> _WORK INSTRUCTION_
When a line in the listing below contains the word "minor", return a copy of that line.

> _THE DATA_
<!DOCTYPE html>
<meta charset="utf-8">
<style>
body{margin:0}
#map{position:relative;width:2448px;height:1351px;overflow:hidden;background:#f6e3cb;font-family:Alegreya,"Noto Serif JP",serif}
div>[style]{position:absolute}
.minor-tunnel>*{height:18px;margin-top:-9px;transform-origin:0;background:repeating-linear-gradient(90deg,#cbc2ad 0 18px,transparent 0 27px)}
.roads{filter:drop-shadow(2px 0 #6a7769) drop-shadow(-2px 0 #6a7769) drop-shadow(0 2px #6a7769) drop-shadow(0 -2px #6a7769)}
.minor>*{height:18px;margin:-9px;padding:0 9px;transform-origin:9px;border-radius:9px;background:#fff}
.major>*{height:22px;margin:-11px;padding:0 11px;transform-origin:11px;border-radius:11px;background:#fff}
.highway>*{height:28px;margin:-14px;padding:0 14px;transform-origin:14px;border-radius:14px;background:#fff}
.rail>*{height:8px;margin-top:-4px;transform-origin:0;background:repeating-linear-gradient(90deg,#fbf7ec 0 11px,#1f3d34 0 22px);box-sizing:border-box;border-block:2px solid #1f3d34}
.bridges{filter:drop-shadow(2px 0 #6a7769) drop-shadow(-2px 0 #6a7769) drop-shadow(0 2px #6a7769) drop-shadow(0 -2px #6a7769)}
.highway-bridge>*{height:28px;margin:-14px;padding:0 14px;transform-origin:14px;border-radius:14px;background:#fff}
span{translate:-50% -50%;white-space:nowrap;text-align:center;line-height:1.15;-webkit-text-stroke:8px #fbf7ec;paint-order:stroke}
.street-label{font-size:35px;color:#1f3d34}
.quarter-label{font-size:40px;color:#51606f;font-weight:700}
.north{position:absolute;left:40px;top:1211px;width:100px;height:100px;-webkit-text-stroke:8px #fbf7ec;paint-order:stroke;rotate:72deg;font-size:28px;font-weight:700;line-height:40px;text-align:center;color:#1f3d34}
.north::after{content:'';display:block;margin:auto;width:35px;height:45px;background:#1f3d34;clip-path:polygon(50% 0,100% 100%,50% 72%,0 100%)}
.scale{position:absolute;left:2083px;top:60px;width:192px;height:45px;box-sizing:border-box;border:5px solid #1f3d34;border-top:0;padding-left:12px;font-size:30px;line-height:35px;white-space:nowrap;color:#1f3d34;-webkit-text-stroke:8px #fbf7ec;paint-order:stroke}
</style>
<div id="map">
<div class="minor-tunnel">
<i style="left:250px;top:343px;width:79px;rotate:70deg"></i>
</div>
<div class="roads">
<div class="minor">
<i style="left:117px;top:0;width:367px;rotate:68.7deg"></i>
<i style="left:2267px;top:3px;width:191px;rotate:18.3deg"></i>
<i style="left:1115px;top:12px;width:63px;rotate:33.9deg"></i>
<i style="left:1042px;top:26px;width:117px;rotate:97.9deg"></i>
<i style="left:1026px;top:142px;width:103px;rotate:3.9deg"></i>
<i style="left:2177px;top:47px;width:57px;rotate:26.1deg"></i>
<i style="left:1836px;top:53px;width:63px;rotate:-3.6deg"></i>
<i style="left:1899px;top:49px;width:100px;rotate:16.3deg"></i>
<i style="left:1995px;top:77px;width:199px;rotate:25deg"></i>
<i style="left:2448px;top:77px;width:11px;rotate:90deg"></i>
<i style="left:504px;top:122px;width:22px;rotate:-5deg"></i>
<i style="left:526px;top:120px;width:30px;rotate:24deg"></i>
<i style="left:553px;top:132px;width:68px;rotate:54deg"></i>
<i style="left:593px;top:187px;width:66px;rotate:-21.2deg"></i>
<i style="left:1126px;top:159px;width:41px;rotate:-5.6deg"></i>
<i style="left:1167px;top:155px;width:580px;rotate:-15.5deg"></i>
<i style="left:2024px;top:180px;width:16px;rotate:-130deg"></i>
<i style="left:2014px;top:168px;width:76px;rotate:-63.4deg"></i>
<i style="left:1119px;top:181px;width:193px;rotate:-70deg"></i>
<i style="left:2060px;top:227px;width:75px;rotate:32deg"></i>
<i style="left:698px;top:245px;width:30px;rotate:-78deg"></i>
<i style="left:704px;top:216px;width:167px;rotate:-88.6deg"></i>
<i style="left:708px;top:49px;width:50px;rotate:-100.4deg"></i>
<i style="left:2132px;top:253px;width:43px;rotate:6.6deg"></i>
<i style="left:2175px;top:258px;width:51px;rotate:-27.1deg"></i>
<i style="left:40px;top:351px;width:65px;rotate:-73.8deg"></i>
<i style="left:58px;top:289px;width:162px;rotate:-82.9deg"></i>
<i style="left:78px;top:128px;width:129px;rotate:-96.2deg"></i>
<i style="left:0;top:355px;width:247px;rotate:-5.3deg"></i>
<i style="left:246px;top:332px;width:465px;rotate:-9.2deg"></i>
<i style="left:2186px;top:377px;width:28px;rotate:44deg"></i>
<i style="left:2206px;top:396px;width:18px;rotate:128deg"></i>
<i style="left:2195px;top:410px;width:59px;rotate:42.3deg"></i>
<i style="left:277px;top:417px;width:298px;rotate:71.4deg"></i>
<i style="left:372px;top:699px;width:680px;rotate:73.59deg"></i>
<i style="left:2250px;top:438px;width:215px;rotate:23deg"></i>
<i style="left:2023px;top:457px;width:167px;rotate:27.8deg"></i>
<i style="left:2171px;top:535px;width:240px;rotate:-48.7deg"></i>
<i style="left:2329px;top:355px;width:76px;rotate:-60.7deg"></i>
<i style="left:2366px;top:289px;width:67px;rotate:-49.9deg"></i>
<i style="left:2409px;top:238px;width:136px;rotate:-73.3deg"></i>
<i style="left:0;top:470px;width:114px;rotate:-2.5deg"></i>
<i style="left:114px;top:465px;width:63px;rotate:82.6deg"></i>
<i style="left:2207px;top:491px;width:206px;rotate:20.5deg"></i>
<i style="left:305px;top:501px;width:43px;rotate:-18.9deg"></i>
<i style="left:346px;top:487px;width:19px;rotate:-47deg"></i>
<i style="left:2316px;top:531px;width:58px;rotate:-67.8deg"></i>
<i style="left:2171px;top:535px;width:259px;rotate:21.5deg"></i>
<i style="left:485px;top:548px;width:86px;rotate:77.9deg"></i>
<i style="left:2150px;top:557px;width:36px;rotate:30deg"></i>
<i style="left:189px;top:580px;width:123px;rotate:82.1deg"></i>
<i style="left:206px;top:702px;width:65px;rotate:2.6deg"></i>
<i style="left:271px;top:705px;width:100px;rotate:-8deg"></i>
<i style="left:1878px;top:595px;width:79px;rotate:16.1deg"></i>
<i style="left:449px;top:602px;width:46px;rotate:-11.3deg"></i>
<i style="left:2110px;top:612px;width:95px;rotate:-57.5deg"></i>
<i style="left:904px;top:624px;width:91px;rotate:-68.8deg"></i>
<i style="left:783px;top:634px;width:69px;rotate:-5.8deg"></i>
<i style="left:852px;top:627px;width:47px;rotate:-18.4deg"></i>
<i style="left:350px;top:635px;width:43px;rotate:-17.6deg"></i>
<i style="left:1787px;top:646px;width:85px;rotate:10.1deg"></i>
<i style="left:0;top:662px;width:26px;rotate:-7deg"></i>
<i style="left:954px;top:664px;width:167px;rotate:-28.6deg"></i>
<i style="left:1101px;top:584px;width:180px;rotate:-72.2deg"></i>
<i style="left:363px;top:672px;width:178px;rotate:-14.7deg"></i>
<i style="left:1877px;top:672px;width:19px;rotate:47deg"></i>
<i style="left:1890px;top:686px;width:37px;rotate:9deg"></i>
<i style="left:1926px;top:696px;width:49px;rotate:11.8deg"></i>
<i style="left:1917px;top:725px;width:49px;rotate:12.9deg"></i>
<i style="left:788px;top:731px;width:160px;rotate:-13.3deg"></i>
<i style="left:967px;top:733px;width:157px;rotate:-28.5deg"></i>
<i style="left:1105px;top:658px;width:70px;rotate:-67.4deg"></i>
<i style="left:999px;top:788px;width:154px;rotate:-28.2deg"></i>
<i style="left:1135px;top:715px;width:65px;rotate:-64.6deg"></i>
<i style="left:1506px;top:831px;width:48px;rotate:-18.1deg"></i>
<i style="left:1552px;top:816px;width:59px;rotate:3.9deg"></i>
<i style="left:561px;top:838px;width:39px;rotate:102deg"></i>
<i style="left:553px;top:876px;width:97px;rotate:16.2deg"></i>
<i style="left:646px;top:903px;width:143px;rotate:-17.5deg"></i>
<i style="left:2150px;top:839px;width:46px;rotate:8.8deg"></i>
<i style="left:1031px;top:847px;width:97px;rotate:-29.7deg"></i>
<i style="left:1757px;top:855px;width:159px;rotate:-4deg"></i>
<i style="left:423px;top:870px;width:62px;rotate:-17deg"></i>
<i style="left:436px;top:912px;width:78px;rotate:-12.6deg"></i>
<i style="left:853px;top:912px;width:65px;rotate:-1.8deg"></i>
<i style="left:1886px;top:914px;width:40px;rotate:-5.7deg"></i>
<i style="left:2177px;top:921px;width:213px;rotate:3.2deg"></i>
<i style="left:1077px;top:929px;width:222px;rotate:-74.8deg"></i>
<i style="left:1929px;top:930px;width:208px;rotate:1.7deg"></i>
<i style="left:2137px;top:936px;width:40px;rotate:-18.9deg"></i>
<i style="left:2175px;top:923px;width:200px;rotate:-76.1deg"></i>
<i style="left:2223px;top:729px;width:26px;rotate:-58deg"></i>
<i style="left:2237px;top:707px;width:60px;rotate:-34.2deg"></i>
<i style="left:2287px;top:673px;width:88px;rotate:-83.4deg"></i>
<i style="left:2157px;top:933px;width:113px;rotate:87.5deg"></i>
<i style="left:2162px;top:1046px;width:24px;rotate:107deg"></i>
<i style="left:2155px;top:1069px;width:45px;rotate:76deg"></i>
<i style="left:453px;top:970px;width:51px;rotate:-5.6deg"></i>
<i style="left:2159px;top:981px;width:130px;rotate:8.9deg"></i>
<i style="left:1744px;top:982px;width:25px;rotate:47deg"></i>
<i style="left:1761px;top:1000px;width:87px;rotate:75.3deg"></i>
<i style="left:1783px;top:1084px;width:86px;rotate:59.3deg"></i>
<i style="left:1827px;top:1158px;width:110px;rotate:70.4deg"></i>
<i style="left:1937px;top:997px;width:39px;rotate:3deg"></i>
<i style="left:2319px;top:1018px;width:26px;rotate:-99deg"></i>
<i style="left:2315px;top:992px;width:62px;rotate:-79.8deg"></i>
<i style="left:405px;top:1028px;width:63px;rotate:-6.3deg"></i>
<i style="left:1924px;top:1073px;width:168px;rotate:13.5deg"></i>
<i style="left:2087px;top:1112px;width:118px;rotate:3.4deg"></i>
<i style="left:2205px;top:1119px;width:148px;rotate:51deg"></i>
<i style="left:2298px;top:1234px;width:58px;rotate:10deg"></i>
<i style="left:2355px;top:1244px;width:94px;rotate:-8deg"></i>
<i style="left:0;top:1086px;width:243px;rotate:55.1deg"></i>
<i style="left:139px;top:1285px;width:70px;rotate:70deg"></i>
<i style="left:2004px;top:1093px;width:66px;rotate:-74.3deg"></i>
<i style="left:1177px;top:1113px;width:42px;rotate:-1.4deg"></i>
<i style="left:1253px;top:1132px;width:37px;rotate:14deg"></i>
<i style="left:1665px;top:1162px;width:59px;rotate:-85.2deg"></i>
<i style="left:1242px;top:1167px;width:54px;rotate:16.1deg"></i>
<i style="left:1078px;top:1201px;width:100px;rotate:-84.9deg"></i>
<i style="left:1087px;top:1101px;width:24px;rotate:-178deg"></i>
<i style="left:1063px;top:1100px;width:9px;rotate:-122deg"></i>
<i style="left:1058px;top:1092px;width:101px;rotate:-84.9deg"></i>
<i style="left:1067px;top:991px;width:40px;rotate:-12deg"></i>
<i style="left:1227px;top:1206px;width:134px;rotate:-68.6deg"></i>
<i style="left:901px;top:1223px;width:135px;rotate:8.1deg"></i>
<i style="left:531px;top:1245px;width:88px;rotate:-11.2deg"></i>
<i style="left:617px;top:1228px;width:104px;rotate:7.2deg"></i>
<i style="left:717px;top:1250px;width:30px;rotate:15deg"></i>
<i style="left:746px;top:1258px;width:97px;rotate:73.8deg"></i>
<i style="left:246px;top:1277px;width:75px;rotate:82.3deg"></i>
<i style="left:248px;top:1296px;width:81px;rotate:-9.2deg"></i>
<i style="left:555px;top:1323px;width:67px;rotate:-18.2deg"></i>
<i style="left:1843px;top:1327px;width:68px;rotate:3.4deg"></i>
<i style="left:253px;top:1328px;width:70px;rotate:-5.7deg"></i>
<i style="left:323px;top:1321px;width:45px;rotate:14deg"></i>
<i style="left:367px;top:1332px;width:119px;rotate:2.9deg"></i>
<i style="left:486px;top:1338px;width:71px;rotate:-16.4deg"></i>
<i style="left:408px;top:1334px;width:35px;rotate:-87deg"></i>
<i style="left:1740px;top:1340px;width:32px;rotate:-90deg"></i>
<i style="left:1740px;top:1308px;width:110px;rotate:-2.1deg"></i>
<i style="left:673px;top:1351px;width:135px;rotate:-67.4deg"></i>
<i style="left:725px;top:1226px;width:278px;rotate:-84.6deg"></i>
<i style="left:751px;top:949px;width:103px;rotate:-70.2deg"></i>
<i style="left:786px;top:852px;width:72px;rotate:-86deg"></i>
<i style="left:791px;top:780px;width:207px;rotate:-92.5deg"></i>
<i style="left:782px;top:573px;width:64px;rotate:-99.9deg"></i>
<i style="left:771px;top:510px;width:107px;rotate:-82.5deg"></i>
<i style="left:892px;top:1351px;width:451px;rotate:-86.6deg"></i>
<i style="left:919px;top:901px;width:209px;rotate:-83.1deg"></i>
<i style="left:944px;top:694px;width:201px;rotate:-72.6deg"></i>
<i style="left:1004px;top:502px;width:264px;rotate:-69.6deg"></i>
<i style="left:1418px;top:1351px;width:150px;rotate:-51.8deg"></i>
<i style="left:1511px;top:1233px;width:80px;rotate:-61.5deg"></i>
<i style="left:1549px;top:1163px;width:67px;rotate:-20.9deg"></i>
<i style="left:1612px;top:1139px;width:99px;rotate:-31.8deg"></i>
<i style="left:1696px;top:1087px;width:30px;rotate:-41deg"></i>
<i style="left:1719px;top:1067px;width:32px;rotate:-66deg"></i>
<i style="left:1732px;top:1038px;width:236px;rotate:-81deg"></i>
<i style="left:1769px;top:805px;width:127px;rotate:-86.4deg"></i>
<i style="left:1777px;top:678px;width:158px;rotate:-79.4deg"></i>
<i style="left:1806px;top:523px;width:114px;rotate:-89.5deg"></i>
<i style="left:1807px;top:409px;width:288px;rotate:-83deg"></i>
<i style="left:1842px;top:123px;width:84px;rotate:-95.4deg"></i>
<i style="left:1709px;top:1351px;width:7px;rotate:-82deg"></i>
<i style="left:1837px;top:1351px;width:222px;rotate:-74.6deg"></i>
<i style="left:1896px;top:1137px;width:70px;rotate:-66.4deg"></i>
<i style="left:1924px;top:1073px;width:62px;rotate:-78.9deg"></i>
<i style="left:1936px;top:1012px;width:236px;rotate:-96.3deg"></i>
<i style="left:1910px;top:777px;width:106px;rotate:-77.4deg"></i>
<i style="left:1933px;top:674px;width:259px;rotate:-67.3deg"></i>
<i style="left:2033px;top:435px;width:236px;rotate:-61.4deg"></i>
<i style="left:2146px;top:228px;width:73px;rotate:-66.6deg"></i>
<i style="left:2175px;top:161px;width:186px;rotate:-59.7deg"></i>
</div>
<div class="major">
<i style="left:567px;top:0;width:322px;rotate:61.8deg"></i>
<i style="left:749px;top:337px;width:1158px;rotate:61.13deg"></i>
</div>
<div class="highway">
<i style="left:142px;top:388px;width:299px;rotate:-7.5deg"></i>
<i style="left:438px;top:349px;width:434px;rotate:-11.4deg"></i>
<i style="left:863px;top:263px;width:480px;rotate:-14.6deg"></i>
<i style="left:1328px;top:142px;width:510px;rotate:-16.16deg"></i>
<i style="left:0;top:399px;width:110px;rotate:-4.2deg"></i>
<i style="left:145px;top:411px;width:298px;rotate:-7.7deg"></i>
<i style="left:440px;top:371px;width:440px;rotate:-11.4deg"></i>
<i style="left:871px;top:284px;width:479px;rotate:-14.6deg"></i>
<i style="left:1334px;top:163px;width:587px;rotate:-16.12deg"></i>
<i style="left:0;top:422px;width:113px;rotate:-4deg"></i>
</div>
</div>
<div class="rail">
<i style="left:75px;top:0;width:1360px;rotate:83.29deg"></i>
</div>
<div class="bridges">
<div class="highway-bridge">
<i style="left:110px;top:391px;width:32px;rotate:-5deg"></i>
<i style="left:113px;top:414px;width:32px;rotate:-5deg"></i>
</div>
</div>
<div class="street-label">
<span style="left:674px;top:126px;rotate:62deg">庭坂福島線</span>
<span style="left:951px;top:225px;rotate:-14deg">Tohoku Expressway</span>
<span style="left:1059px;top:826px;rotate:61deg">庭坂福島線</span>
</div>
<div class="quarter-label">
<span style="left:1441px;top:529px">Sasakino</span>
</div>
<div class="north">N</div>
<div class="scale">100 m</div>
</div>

> _ANSWER FOR THIS EXERCISE_
.minor-tunnel>*{height:18px;margin-top:-9px;transform-origin:0;background:repeating-linear-gradient(90deg,#cbc2ad 0 18px,transparent 0 27px)}
.minor>*{height:18px;margin:-9px;padding:0 9px;transform-origin:9px;border-radius:9px;background:#fff}
<div class="minor-tunnel">
<div class="minor">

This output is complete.